…or better still, keep doing what you’ve learned, all day every day.
This is the final post in my ‘Going Beyond the Standard’ series – HURRAH!! – and hopefully despite all of the spelling mistakes, grammatical errors, left-field rants, and miscellaneous off-topic diatribes that you have derived some benefit from it.
Timing is pretty good as well, seeing as the SSC came out with their Information Supplement: Best Practices for Maintaining PCI DSS Compliance, and I will say that I have to agree with the majority of its content. However, reading a book on emergency appendectomies does not make me a doctor, so when it comes to the implementation of the ‘staying compliant’ concepts, have an expert help you.
It takes someone very skilled to make things simple, do not half-arse your security.
There is nothing in PCI that you should not already be doing around all of your sensitive data, and there are no validation requirements that should fall outside of standard practices.
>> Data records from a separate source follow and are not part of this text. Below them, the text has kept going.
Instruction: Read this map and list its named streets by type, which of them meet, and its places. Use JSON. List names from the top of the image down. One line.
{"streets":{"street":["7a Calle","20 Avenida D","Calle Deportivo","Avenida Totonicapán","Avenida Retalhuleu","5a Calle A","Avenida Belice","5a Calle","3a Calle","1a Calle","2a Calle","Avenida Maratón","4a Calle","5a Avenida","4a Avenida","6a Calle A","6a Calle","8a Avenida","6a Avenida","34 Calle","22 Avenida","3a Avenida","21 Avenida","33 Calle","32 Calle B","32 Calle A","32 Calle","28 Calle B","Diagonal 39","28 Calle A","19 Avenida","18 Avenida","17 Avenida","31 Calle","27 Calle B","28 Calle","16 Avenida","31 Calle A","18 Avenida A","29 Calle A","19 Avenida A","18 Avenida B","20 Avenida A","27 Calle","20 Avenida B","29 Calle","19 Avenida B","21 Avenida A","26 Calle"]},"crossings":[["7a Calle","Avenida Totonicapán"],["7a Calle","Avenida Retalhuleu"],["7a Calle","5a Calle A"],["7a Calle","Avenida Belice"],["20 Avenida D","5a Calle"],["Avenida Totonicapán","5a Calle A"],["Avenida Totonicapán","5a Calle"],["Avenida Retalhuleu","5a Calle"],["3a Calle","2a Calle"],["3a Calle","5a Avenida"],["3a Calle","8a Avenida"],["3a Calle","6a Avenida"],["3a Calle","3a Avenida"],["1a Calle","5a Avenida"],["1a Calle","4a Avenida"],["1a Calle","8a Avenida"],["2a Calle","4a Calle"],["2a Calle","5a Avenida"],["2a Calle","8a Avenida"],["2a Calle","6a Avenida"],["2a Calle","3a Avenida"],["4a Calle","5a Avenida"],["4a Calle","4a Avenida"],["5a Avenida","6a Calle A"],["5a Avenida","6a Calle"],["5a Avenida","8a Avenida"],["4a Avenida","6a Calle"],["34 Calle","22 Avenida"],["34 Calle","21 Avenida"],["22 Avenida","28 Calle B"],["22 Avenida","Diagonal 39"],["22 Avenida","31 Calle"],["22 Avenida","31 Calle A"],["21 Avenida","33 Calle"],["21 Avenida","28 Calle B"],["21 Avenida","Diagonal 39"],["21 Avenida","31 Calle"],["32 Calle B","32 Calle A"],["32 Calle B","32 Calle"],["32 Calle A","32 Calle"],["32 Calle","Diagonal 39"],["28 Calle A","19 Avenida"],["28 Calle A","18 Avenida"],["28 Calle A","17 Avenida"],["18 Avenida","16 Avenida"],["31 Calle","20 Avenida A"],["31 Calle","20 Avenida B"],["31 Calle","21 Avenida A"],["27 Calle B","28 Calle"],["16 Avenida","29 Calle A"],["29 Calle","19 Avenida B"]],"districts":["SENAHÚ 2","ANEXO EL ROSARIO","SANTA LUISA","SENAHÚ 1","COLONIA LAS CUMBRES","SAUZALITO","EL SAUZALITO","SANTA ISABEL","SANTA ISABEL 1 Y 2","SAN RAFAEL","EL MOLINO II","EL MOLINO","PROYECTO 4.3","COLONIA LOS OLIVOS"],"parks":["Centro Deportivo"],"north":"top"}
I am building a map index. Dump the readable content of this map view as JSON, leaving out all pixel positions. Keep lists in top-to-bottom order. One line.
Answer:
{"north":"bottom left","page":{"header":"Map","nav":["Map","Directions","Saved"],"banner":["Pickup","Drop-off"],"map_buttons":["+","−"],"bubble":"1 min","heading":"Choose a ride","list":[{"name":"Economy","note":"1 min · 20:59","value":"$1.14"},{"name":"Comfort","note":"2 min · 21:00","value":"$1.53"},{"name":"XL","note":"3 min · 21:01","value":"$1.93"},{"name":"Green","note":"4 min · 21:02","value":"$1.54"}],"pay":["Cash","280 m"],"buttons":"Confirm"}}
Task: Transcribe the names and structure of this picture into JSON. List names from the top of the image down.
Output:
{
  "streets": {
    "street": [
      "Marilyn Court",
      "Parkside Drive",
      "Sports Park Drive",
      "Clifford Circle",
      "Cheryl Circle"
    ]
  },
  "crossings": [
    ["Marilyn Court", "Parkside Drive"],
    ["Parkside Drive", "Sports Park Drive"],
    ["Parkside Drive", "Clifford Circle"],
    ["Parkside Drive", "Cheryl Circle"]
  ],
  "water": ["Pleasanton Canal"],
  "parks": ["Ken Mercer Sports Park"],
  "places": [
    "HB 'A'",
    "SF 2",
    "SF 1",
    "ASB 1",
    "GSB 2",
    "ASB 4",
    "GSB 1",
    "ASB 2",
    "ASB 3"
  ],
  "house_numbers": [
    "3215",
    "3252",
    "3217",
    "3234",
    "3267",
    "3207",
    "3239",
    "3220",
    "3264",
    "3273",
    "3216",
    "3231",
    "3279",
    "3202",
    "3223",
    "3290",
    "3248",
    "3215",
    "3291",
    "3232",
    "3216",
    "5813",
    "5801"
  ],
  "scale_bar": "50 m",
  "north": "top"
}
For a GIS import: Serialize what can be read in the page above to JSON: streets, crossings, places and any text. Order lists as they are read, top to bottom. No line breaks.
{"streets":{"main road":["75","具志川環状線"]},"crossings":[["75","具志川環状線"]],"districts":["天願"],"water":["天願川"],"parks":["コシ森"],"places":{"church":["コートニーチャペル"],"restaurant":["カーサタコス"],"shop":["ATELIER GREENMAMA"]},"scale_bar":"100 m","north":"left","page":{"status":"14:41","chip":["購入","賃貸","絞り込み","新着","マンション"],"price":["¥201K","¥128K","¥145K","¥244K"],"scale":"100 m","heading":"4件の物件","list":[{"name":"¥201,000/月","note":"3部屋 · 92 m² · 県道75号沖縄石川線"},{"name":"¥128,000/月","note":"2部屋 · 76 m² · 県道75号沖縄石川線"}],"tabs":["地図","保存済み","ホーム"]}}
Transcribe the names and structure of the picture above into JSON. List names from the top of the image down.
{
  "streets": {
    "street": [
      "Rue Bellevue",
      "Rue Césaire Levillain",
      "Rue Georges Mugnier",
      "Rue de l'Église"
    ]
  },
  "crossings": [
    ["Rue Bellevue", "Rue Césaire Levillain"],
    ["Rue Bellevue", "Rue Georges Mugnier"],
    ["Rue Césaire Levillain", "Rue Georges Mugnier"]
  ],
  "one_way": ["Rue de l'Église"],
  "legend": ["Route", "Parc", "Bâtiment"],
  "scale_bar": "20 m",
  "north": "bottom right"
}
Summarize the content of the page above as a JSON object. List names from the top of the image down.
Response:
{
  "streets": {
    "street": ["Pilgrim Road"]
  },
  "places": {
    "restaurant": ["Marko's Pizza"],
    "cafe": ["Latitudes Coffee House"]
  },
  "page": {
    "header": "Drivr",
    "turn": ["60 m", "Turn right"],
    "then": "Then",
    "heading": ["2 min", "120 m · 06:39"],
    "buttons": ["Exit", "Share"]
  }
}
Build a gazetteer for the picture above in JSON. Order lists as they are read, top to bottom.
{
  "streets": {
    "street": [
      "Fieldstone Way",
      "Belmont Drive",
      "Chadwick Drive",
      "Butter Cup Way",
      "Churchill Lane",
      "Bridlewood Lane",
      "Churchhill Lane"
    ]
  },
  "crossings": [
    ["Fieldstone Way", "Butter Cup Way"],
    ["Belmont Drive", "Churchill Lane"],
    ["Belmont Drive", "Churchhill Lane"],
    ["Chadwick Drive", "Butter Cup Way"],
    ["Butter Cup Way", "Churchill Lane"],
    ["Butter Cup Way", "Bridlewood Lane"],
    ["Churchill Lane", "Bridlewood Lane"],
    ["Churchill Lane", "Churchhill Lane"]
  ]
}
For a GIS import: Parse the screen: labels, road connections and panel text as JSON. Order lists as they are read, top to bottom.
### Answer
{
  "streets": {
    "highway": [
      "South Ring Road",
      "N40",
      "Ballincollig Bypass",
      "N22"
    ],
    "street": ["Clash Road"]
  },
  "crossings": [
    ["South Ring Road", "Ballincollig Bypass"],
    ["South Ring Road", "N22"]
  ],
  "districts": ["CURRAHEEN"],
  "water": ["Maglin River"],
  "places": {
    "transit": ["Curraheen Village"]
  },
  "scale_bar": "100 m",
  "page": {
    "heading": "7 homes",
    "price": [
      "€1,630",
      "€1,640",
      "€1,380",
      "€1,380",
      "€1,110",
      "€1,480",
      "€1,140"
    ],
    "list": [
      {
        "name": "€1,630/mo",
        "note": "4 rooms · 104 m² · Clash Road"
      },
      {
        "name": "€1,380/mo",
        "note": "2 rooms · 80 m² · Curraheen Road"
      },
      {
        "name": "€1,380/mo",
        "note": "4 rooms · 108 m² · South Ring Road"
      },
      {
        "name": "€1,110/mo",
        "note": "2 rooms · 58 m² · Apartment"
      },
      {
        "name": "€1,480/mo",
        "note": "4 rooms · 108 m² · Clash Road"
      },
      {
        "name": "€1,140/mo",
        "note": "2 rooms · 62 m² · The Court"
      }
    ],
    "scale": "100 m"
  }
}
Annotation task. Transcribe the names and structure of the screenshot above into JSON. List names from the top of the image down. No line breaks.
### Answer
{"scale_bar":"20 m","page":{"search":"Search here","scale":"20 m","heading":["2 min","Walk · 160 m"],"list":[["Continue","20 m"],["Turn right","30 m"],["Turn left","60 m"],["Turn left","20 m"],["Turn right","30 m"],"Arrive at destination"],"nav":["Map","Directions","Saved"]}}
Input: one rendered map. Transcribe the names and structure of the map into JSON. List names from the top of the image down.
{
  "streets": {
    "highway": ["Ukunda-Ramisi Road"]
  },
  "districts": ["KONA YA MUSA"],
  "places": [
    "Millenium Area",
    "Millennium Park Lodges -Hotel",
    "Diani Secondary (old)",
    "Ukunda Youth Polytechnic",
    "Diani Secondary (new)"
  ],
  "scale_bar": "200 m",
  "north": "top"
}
In fact, you should be validating EVERY day, not once a year, and the only way to do that is to baseline everything and report against exceptions.
I previously used this ridiculous analogy; If every PCI requirement was a tennis ball, you could very easily carry them all from a weight perspective, but it’s impossible to hold them all together without some kind of container (Tennis ball = DSS Requirements, Container = Security Program). In other words, the requirements themselves are basic, but completely out of context from an ongoing management, business, or even good security practice perspective.
The reason PCI becomes so difficult to maintain is because security in general is too often seen as an IT project and not what it is; a business process. The only time it gets the attention it deserves is when there’s a problem, which is already too late.
When I started my own business, and when I began this blog, it was with the following premise; “Security Is Not Easy, But It Can Be Simple.” Yet every business for whom I have ever provided guidance were basically making a pig’s ear of it, and it always revolves around a lack in at least one, but usually all of the The 4 Foundations of Security.
The way I have always phrased it is; “If my boss does not care about something, guess how much I care about it?”, which is why I have made this statement several times now;
“Let’s be very clear; The CEO sets the tone for the entire company: its vision, its values, its direction, and its priorities. If the organisation fails to achieve [enter any goal here], it’s the CEOs fault, and no-one else’s.“
So if you get nothing out of this series of 25 blogs, take that away and do what you can to help them change the culture to one of accountability and responsibility across the entire organisation. It will pay dividends.
Hope you enjoyed the series, and I would welcome any guest blogs that either expand on the concepts on the subjects on which I am weakest (encryption, coding, charm, spelling etc.) or are better than mine if it’s a subject in which you are an expert.
There is no room for ego in security, everyone has to win.